A report from School of the Americas protest vigil

By Phyllis Zimmer

If it weren’t for the tremendously grave reason for the gathering at the gates of Ft. Benning, one would almost get the feeling that it was a festival.  Participants of the School of the Americas protest vigil, held Nov. 18 and 19 in Columbus, Ga., were encountering friends from across the states giving greetings and hugs.  There was laughter, cheering, singing, applauding the puppetistas, and dancing to the incredibly beautiful music of the Andes.

The spirit and energy of the thousands of college students was tremendous.  They piled out of buses, school vans and rental vans.  It seemed to be roll call at the Jesuit Mass on Saturday night when the college and university names were read and the students cheered as their school was called.

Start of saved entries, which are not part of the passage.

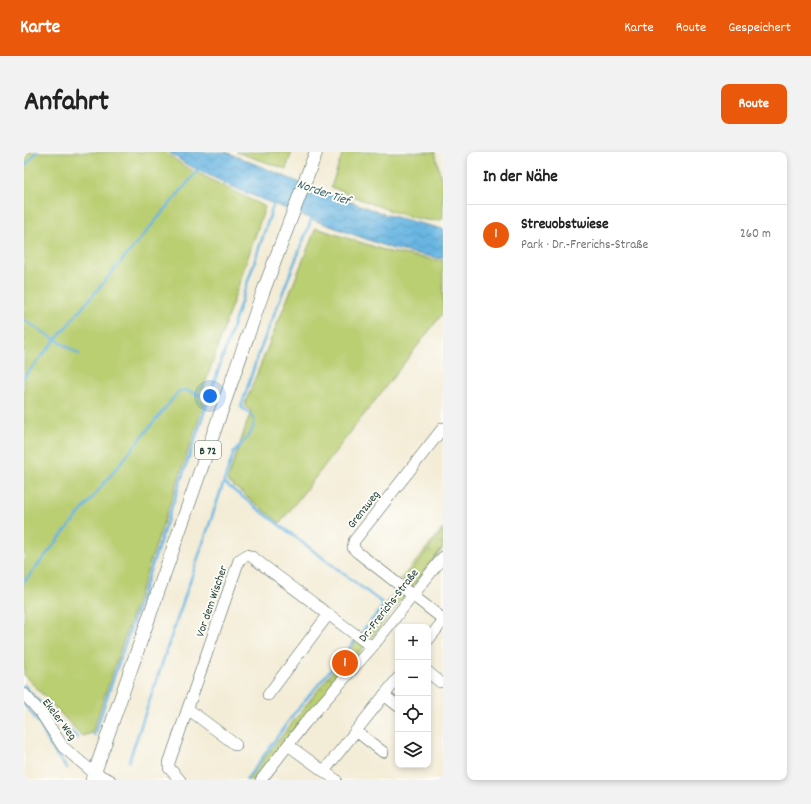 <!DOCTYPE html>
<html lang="de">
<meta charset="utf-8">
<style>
:root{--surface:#fff;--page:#f2f2f2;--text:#222;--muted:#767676;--line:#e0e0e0;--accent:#ea580c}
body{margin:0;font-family:Dekko,sans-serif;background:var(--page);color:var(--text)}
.controls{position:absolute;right:12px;bottom:12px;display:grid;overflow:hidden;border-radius:8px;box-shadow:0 2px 6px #0003}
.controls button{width:36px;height:36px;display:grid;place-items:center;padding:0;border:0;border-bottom:1px solid var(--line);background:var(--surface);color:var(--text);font:20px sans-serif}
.you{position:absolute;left:186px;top:244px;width:14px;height:14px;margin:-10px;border:3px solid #fff;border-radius:50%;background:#1a73e8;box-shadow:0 0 0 6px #1a73e833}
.badge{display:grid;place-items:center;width:26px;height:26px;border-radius:50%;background:var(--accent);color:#fff;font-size:13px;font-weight:700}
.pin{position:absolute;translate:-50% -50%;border:2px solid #fff;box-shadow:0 1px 4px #0006}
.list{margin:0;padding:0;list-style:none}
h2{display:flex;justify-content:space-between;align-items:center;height:52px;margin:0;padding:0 16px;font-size:17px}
h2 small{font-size:13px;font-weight:400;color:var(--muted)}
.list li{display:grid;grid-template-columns:26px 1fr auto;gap:12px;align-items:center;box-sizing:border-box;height:60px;padding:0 16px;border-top:1px solid var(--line)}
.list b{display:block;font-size:15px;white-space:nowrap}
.list p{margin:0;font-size:13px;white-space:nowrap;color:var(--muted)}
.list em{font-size:13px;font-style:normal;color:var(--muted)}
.icon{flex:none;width:22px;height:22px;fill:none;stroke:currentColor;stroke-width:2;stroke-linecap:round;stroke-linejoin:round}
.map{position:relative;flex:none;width:419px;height:628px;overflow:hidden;border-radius:8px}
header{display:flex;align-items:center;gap:24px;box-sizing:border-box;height:56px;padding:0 20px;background:var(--accent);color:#fff}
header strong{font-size:19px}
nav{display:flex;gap:22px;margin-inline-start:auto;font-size:14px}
.intro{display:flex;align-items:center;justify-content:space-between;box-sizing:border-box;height:96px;padding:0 24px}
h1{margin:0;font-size:28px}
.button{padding:10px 18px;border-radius:8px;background:var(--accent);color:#fff;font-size:14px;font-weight:700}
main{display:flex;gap:24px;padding:0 24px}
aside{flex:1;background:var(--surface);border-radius:8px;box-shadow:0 2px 6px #0003}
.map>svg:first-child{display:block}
.grass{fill:#bace72;stroke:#6c8653}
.park{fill:url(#park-crowns);stroke:#6c8653}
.water{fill:url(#water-waves);stroke:#44798b}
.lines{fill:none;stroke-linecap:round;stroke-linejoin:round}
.stream{stroke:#68b5e2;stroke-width:2.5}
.minor-casing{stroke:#3f574c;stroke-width:12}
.major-casing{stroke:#3f574c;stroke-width:14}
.minor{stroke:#fff;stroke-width:11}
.major{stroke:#fff;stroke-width:13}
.labels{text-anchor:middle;stroke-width:4;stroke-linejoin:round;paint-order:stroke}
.shield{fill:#fdfcf7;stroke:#62766e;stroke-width:1}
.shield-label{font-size:11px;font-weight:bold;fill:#1f3d34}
.street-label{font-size:12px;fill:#1f3d34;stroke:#fdfcf7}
.water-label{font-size:13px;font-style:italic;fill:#356168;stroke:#fdfcf7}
</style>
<header>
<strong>Karte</strong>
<nav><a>Karte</a><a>Route</a><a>Gespeichert</a></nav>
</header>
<div class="intro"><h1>Anfahrt</h1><a class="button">Route</a></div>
<main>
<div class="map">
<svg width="419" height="628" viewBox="0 0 419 628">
<defs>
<pattern id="park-crowns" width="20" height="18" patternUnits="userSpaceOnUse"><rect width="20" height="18" fill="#bace72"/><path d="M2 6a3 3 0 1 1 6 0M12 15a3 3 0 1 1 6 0" fill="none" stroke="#97a85e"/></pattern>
<pattern id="water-waves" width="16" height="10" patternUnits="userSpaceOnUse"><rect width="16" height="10" fill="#68b5e2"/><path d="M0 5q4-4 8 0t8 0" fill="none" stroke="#5594b8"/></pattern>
</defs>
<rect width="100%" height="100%" fill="#fdfcf7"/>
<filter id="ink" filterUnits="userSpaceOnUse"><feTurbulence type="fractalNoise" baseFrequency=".025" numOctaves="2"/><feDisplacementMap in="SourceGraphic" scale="8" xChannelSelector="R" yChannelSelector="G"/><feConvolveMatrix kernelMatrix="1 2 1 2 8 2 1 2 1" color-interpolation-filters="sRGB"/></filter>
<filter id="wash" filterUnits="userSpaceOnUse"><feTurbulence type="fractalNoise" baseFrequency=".012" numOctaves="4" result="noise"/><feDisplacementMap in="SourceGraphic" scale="16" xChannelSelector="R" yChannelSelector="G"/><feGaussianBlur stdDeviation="0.9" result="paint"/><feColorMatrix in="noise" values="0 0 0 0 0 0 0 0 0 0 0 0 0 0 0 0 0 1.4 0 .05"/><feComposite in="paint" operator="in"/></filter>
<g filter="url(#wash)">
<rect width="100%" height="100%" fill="#f3ecd6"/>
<!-- grass -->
<g class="grass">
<path d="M0,0H141L160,14L241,55L180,235V252L68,581L58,584L0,523Z"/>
<path d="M212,0H268L262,17Z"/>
<path d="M319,0H411L419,35V67C398,76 330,44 307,35Z"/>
<path d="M292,76L366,100L419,109V161L256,371L203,329L227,259L220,254Z"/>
<path d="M419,376V396L389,435L377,427Z"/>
</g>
<!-- park -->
<path class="park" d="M419,379V395L234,628H223Z"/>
<!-- water -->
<path class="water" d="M145,0H202L286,35L363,63L419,77V107L369,97L290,68L215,38L160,11Z"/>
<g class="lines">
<!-- stream -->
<g class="stream">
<path d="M0,15L13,0"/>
<path d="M0,168L55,202"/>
<path d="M0,225L176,16"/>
<path d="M200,331L357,450L359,454L336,482"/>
<path d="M0,430L155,239L161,238L185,246L250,51"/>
<path d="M0,533L11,546L54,586"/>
<path d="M0,552C13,566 18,576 26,593C30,601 37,609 43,616"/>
<path d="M70,583L185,246"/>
<path d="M105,609L210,300C217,292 238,275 227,263C225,260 220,258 217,255L218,252L233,206L288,66"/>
<path d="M222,628L269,563L332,487"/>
</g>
</g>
</g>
<g filter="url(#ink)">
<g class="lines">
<!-- minor casing -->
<g class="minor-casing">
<g id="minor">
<path d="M419,276L330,389L329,396L333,400L419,467"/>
<path d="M404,488L419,469"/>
<path d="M404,520L416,530"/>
<path d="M0,542L17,561L39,595L70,621L75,628"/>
<path d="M244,543L304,463"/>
<path d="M360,543L374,554"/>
<path d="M164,557L212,593"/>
<path d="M332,579L359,600"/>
<path d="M264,593L312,628"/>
<path d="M300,619L374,526"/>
<path d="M70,621L86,628"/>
<path d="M156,628L145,616V611L215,408L223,403L228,405L348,495"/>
<path d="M237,628L281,571L348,495L419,405"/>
</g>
</g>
<!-- major casing -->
<g class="major-casing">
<path id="major" d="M68,628L239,140L292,0"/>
</g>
<!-- minor -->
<use href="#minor" class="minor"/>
<!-- major -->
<use href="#major" class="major"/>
</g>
</g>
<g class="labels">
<!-- shield labels -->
<rect class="shield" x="171" y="289" width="26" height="18" rx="3"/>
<g class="shield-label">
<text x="184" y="302">B 72</text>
</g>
<!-- street labels -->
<g class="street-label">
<text transform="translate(339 357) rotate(-52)" y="4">Grenzweg</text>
<text transform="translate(187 449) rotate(-71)" y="4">Vor dem Wischer</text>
<text transform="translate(364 453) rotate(-52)" y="4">Dr.-Frerichs-Straße</text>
<text transform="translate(36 567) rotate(53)" y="4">Ekeler Weg</text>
</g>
<!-- water labels -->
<g class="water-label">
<text transform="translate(300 39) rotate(19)" y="5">Norder Tief</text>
</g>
</g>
</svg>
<div class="controls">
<button>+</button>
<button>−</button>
<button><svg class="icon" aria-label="locate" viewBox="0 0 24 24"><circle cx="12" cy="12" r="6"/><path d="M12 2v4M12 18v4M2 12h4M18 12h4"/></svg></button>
<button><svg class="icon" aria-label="layers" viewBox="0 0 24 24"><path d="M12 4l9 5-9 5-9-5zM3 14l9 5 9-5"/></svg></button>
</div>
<div class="you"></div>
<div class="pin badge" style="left:321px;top:511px">1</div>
</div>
<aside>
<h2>In der Nähe<small></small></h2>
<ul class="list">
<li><span class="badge">1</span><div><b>Streuobstwiese</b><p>Park · Dr.-Frerichs-Straße</p></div><em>260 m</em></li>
</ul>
</aside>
</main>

There were also the older people, some in wheel chairs, who have no doubt been working against injustices for years.  There were groups of religious sisters, wearing identical t-shirts. There was a sense of unity and hopefulness, an understanding between the young and the old, and everyone else.

The underlying reason for our presence, the reason each of us made the journey to Ft. Benning came through with each witness we heard, panel discussion we attended or film we watched.  The bloodshed, the torture, the killing that has occurred in countries that send their military leaders to the SOA is ugly and despicable. We came to say, “ No mas! No more!”

The most dramatic reminder of the reason we were all there was the funeral procession on Sunday morning.  Leaders of the procession, with faces painted white and wearing black shrouds, carried black coffins.  As we processed slowly towards the gates, carrying our white wooden crosses on which we had written the names of victims who have died at the hands of SOA graduates, we responded, “presente,” to the litany of victims sung from the stage.  One couldn’t help but feel a lump in the throat as the name and age of a two year old or an eight month old or name “unknown” was sung.

Although not all 22,000 of us were called to cross the line, we came away with a new energy, a calling in our hearts, as individuals and as groups, to bring about change, to stop the killing and to close the source of the atrocities, the SOA.